• Work required:
Among the records below, which lines contain the string "labels"? Report them.

══ Supplied records

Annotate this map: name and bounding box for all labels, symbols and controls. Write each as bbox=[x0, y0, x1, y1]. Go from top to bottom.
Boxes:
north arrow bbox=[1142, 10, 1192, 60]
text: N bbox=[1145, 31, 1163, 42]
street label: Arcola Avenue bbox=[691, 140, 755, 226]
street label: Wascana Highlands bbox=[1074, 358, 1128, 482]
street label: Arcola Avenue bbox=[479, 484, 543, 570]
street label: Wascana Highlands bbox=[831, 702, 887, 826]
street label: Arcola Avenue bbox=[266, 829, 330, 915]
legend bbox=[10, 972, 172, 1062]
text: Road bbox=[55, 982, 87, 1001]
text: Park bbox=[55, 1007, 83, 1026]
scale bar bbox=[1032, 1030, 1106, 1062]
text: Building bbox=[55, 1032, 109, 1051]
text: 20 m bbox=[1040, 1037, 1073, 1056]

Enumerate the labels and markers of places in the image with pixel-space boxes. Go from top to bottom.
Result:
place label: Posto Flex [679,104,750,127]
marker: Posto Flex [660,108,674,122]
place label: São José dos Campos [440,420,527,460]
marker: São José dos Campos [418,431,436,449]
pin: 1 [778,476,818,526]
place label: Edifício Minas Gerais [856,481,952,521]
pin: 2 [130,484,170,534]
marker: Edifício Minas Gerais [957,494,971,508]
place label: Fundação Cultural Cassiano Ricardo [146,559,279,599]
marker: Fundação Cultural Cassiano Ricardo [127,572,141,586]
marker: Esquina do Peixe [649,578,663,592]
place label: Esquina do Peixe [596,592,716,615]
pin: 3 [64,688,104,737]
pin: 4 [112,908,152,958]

════

• Worked solution:
Annotate this map: name and bounding box for all labels, symbols and controls. Write each as bbox=[x0, y0, x1, y1]. Go from top to bottom.
Enumerate the labels and markers of places in the image with pixel-space boxes. Go from top to bottom.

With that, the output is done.